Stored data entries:
*** Begin section ***
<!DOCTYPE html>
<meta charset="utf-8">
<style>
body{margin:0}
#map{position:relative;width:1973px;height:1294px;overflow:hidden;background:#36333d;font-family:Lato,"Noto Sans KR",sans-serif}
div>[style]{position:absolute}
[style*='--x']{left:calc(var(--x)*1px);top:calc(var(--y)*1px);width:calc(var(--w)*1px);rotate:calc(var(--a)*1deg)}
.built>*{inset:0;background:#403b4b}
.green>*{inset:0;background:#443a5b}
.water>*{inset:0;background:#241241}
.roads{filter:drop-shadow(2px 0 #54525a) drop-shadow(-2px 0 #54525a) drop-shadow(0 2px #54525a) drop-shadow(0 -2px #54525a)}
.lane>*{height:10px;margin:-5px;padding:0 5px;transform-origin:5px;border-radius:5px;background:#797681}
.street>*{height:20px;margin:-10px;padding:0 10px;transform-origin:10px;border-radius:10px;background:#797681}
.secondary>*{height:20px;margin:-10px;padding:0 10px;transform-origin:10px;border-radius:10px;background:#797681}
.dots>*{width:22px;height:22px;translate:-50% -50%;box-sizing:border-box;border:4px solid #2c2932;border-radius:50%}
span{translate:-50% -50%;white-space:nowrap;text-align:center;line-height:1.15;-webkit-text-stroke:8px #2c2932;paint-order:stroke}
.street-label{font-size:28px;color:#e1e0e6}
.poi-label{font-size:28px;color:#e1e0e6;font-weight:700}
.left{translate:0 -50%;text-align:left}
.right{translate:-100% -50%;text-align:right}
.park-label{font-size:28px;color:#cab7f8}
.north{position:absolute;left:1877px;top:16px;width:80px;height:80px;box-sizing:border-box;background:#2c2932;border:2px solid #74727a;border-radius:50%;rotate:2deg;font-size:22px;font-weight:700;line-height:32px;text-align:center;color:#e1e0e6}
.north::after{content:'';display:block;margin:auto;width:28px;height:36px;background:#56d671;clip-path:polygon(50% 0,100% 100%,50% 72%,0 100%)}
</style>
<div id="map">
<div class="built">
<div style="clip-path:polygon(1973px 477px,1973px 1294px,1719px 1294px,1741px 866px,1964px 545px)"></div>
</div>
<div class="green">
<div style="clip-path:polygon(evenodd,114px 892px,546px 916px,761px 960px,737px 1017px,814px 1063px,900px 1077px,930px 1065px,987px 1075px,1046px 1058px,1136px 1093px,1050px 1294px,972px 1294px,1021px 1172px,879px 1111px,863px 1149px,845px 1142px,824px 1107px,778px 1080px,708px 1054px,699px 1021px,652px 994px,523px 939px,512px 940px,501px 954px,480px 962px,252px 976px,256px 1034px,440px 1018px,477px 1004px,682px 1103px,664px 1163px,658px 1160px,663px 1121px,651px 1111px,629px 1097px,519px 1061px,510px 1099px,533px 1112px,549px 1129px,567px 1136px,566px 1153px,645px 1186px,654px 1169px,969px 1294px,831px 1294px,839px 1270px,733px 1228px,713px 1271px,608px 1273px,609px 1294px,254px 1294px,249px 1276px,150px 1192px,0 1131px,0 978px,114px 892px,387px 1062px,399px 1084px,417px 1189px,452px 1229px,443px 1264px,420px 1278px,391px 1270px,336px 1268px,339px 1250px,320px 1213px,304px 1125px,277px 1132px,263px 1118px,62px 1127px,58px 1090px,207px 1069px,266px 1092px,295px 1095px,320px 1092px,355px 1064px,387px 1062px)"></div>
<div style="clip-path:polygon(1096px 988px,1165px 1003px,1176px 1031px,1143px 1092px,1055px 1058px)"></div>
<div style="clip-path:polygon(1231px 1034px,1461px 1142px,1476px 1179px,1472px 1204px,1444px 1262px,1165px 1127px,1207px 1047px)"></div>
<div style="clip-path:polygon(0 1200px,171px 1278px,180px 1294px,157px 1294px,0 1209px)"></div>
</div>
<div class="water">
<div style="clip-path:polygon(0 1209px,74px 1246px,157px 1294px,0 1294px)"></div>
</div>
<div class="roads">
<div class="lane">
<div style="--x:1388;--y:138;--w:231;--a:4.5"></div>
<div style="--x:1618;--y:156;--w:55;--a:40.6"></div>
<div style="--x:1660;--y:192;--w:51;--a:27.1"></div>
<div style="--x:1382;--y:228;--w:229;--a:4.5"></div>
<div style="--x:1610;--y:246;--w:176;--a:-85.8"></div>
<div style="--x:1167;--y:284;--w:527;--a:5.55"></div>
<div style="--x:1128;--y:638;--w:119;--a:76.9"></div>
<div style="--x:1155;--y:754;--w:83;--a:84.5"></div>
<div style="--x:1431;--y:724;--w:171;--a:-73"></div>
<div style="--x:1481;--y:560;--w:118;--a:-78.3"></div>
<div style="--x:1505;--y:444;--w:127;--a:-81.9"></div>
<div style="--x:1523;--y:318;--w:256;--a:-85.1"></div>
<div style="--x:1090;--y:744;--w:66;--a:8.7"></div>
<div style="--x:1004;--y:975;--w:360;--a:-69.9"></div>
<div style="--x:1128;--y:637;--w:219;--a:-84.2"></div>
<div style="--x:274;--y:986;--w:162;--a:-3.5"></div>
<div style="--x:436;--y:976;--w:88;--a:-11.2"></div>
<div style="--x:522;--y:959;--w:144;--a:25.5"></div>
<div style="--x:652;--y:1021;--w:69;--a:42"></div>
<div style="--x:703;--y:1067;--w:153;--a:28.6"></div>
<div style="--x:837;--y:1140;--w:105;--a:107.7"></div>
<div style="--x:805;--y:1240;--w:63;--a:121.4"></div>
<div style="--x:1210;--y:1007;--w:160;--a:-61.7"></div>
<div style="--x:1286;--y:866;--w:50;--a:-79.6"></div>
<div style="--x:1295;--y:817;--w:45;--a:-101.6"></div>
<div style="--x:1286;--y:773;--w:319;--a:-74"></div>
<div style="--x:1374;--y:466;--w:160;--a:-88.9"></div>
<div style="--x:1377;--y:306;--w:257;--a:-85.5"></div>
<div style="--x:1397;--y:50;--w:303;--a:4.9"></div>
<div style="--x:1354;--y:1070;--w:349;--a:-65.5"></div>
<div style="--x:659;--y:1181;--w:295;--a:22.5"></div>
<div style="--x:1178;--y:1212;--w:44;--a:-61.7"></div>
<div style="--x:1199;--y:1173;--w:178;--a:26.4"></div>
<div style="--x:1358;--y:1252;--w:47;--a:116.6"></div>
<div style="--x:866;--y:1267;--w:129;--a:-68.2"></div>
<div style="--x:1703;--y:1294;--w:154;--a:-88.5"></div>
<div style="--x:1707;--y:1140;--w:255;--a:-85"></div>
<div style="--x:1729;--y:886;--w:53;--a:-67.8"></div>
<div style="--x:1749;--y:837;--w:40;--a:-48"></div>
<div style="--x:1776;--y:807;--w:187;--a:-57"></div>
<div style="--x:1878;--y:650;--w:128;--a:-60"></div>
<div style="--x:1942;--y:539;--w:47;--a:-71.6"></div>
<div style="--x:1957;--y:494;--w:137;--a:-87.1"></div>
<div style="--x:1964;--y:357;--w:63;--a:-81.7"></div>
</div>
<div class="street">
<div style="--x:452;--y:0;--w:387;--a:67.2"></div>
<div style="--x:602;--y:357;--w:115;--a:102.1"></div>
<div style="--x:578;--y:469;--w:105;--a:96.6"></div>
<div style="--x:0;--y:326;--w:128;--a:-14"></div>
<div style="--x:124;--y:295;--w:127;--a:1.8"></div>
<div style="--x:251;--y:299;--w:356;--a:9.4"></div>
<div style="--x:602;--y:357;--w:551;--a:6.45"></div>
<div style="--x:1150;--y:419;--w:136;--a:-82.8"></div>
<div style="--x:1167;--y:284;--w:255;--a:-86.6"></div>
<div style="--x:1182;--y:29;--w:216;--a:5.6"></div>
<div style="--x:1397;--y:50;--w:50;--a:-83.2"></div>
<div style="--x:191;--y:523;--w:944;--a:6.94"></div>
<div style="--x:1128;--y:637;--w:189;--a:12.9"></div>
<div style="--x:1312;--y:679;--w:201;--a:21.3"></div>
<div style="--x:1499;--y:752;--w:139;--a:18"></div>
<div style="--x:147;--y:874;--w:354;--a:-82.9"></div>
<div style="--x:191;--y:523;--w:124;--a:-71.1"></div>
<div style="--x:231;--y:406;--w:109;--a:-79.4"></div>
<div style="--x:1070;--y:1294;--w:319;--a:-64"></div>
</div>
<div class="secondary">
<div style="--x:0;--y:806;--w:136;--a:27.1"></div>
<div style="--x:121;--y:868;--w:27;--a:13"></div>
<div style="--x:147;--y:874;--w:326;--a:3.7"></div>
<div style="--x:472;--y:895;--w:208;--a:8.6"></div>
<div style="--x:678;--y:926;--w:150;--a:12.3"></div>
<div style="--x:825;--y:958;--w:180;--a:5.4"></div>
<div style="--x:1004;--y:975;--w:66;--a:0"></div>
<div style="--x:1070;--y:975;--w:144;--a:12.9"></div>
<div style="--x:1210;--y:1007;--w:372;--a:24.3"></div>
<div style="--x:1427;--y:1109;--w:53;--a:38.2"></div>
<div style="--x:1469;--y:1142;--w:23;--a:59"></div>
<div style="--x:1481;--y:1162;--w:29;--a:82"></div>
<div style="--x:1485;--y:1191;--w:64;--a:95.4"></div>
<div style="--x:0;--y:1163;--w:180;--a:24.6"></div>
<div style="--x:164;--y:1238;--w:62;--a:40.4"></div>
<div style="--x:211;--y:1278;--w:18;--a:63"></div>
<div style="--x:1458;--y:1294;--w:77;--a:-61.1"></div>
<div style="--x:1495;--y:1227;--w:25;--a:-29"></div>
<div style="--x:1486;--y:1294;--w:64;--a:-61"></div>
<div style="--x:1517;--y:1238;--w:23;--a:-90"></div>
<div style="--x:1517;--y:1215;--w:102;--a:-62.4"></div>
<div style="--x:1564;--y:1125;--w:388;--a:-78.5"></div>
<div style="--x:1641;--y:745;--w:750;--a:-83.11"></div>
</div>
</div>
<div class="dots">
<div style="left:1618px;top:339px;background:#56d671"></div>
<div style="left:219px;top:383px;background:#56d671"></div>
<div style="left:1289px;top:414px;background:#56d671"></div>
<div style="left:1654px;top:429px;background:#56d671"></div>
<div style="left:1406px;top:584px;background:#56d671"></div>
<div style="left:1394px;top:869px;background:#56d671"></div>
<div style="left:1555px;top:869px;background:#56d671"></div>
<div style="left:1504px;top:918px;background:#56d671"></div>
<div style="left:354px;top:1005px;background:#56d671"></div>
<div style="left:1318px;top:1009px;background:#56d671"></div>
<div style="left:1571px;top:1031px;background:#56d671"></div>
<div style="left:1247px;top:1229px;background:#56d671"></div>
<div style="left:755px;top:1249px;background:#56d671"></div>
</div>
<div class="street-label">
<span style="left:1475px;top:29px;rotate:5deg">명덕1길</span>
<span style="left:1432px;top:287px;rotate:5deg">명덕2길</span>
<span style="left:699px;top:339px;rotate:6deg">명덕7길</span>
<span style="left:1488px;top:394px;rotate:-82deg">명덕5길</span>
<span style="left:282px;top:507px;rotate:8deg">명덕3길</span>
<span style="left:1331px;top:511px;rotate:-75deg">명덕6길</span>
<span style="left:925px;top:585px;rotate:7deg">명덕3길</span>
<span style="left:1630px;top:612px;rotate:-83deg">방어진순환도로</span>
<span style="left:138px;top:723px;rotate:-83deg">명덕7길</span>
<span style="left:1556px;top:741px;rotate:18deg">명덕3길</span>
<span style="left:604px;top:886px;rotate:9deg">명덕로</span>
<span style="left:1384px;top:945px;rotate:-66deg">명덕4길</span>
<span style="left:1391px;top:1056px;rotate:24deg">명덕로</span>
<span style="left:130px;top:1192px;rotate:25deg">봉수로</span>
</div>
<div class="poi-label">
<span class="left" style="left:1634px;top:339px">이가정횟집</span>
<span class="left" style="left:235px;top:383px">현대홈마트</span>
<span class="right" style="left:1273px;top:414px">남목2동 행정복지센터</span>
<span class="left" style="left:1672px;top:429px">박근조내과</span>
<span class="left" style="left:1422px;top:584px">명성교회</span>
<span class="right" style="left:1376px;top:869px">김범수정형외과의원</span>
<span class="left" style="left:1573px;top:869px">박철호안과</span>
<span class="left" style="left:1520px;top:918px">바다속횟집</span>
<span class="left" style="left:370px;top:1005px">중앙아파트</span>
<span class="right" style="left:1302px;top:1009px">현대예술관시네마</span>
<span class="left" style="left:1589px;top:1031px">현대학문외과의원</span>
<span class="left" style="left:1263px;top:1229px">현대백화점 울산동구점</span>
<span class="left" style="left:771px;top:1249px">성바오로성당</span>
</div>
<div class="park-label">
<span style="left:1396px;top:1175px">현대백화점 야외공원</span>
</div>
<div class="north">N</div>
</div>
*** End section ***
Exercise directions
Copy each line in the data that holds the word "inset".

Result
.built>*{inset:0;background:#403b4b}
.green>*{inset:0;background:#443a5b}
.water>*{inset:0;background:#241241}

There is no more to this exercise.